:: Brief ::
Hunt through the lines below for the string "reading" and copy each one that has it.

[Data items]
++++++

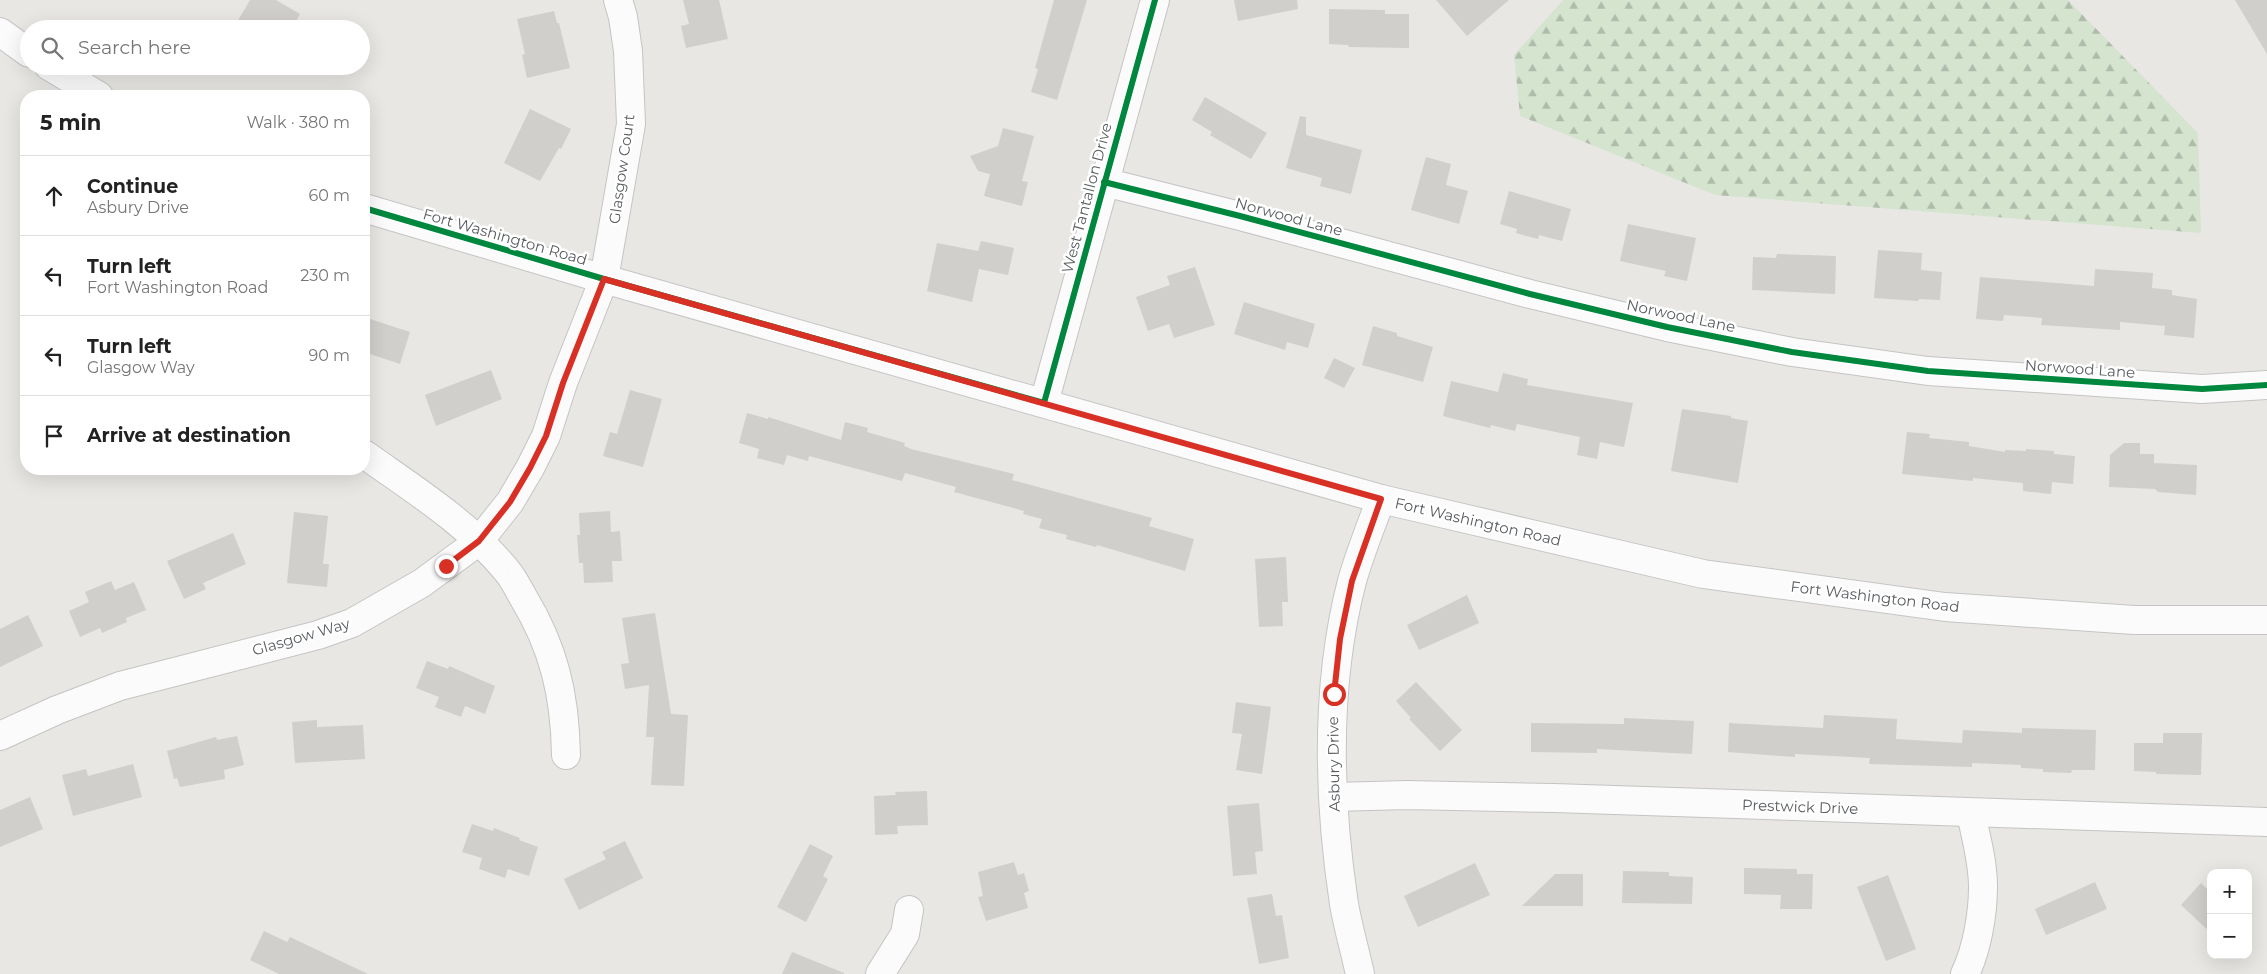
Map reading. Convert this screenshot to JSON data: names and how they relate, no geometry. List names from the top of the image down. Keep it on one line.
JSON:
{"streets":{"street":["Glasgow Court","West Tantallon Drive","Norwood Lane","Fort Washington Road","Glasgow Way","Asbury Drive","Prestwick Drive"]},"crossings":[["Glasgow Court","Fort Washington Road"],["Glasgow Court","Glasgow Way"],["West Tantallon Drive","Norwood Lane"],["West Tantallon Drive","Fort Washington Road"],["Fort Washington Road","Glasgow Way"],["Fort Washington Road","Asbury Drive"],["Asbury Drive","Prestwick Drive"]],"page":{"search":"Search here","heading":["5 min","Walk · 380 m"],"list":[["Continue","Asbury Drive","60 m"],["Turn left","Fort Washington Road","230 m"],["Turn left","Glasgow Way","90 m"],"Arrive at destination"],"map_buttons":["+","−"]}}
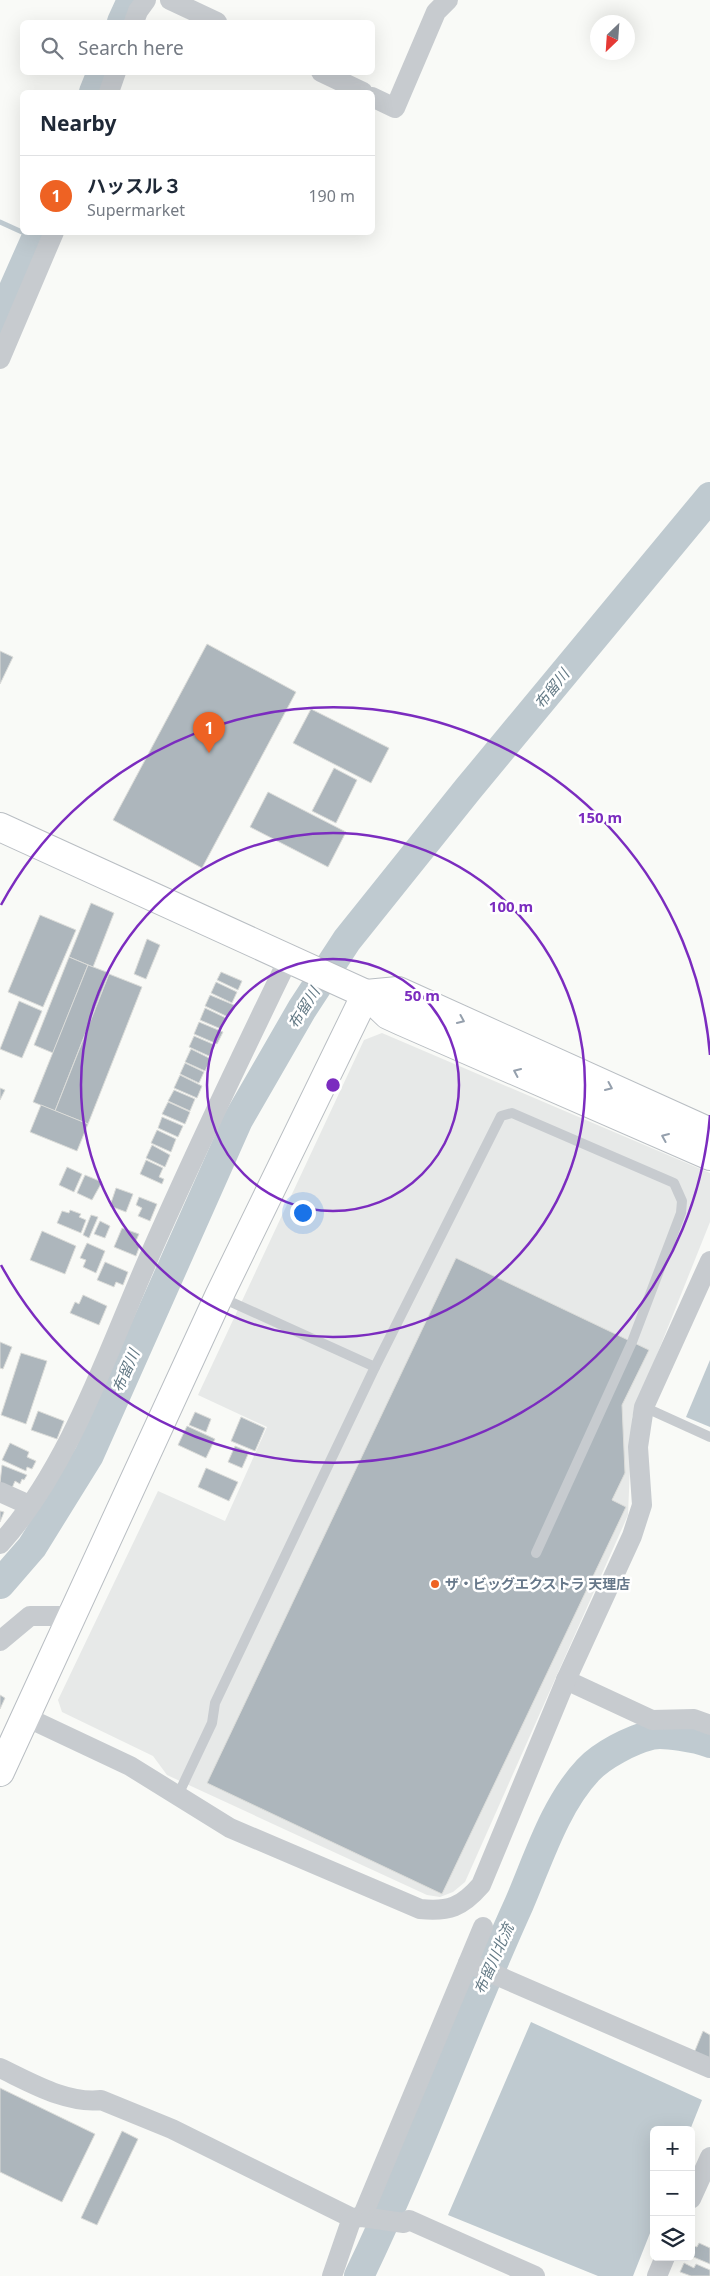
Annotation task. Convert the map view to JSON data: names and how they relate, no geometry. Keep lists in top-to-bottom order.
{
  "water": ["布留川", "布留川北流"],
  "places": ["ザ・ビッグエクストラ 天理店"],
  "north": "bottom left",
  "page": {
    "search": "Search here",
    "heading": "Nearby",
    "list": [
      {
        "mark": "1",
        "name": "ハッスル３",
        "note": "Supermarket",
        "value": "190 m"
      }
    ],
    "pins": "1",
    "map_buttons": ["+", "−"]
  },
  "rings": ["150 m", "100 m", "50 m"]
}
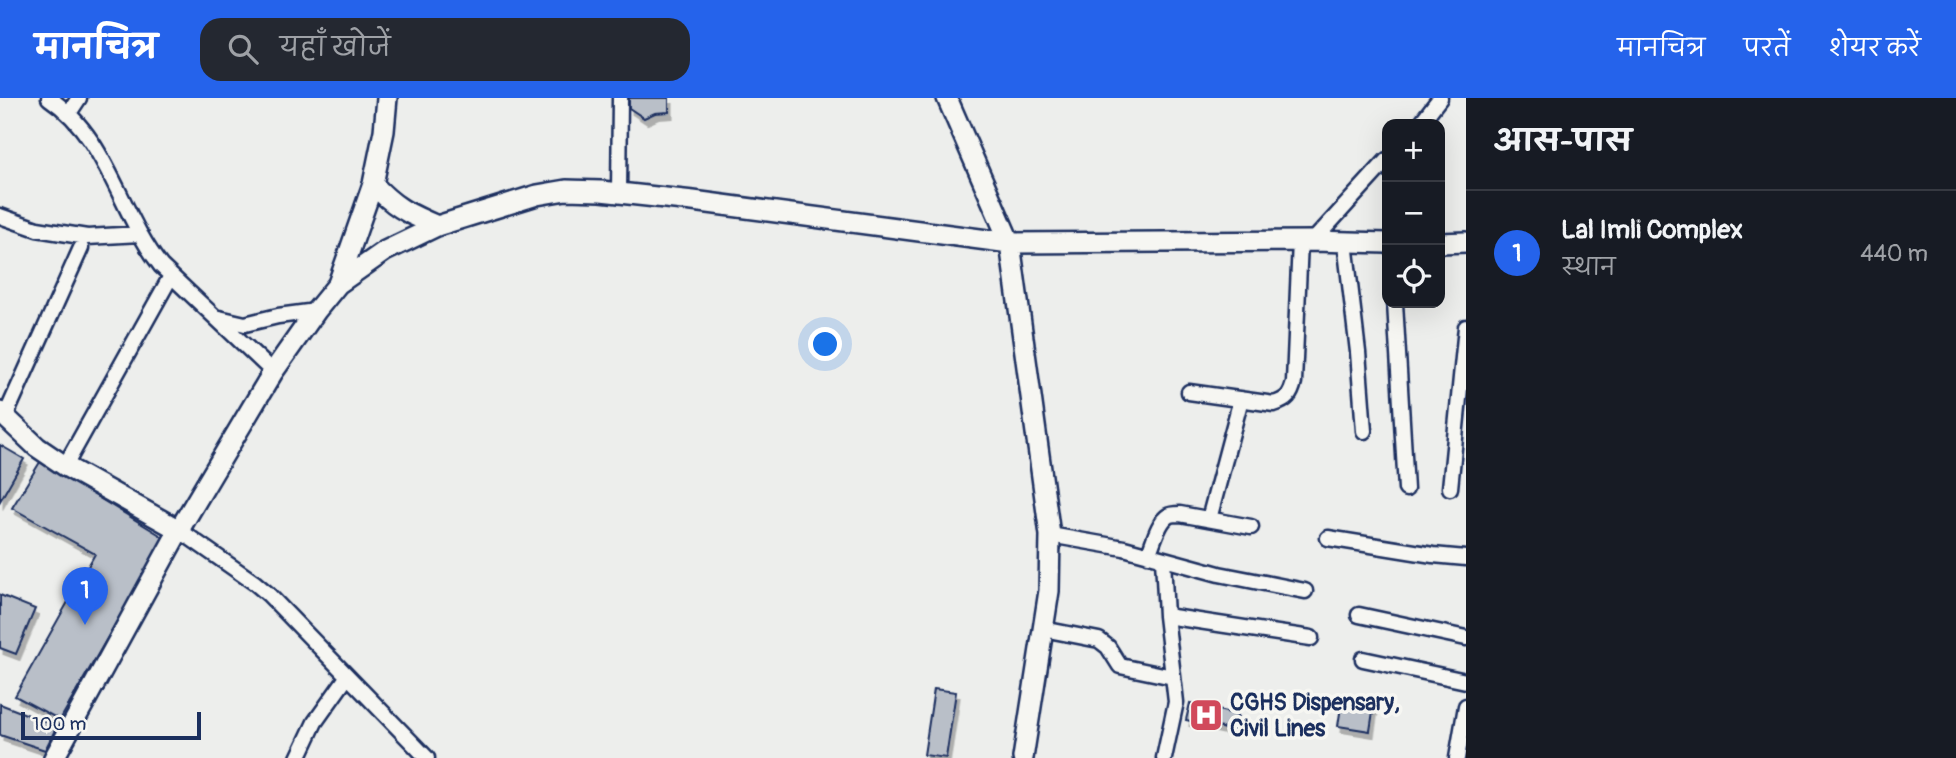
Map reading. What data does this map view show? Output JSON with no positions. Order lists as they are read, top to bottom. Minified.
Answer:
{"places":{"hospital":["CGHS Dispensary, Civil Lines"]},"scale_bar":"100 m","page":{"header":"मानचित्र","search":"यहाँ खोजें","nav":["मानचित्र","परतें","शेयर करें"],"heading":"आस-पास","map_buttons":["+","−"],"list":[{"mark":"1","name":"Lal Imli Complex","note":"स्थान","value":"440 m"}],"pins":"1","scale":"100 m"}}
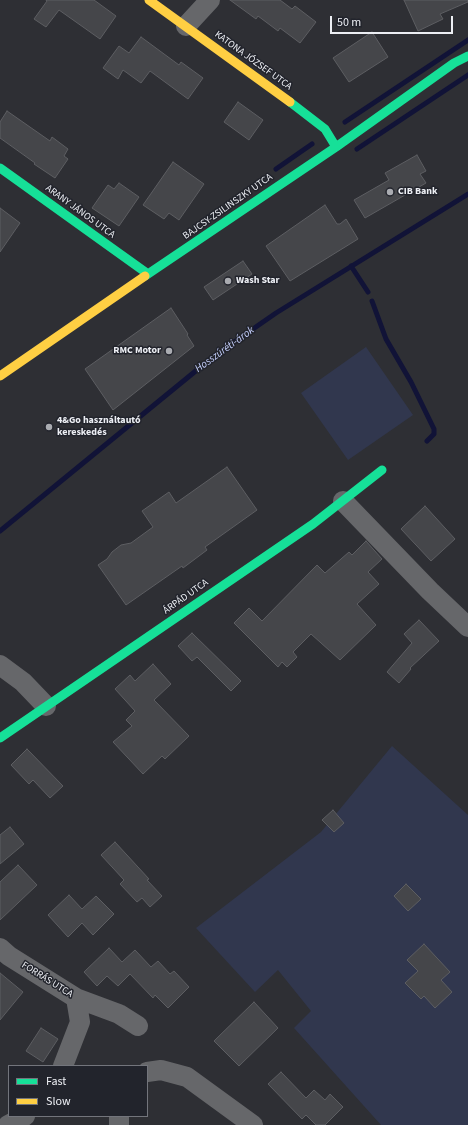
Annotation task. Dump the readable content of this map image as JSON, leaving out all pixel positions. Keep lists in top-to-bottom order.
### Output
{
  "streets": {
    "street": [
      "KATONA JÓZSEF UTCA",
      "BAJCSY-ZSILINSZKY UTCA",
      "ARANY JÁNOS UTCA",
      "ÁRPÁD UTCA",
      "FORRÁS UTCA"
    ]
  },
  "crossings": [
    ["KATONA JÓZSEF UTCA", "BAJCSY-ZSILINSZKY UTCA"],
    ["BAJCSY-ZSILINSZKY UTCA", "ARANY JÁNOS UTCA"]
  ],
  "water": ["Hosszúréti-árok"],
  "places": [
    "CIB Bank",
    "Wash Star",
    "RMC Motor",
    "4&Go használtautó kereskedés"
  ],
  "legend": ["Fast", "Slow"],
  "scale_bar": "50 m"
}
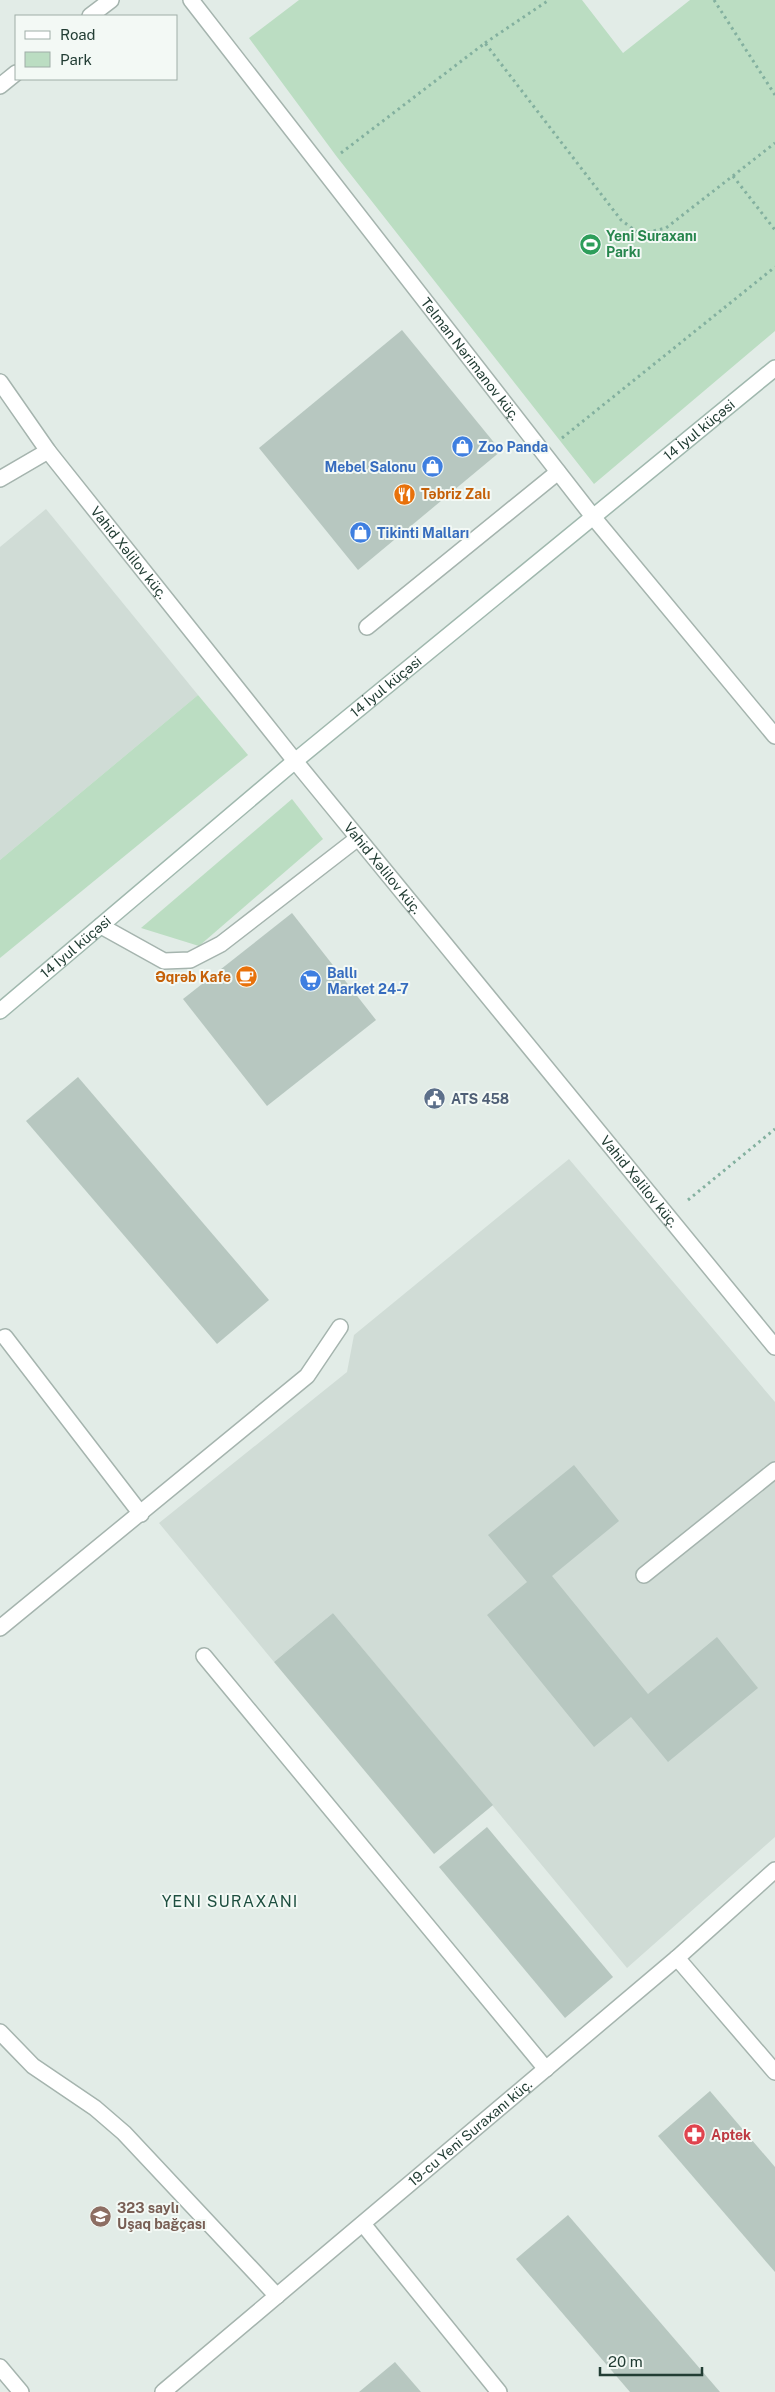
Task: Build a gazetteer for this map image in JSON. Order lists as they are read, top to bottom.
{
  "streets": {
    "street": [
      "Telman Nərimanov küç.",
      "14 İyul küçəsi",
      "Vahid Xəlilov küç.",
      "19-cu Yeni Suraxanı küç."
    ]
  },
  "crossings": [
    ["Telman Nərimanov küç.", "14 İyul küçəsi"],
    ["14 İyul küçəsi", "Vahid Xəlilov küç."]
  ],
  "districts": ["YENI SURAXANI"],
  "places": {
    "sports": ["Yeni Suraxanı Parkı"],
    "shop": ["Zoo Panda", "Mebel Salonu", "Tikinti Malları"],
    "restaurant": ["Təbriz Zalı"],
    "cafe": ["Əqrəb Kafe"],
    "supermarket": ["Ballı Market 24-7"],
    "public building": ["ATS 458"],
    "pharmacy": ["Aptek"],
    "school or university": ["323 saylı Uşaq bağçası"]
  },
  "legend": ["Road", "Park"],
  "scale_bar": "20 m"
}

++++++

:: Answer space ::
Map reading. Convert this screenshot to JSON data: names and how they relate, no geometry. List names from the top of the image down. Keep it on one line.
Map reading. What data does this map view show? Output JSON with no positions. Order lists as they are read, top to bottom. Minified.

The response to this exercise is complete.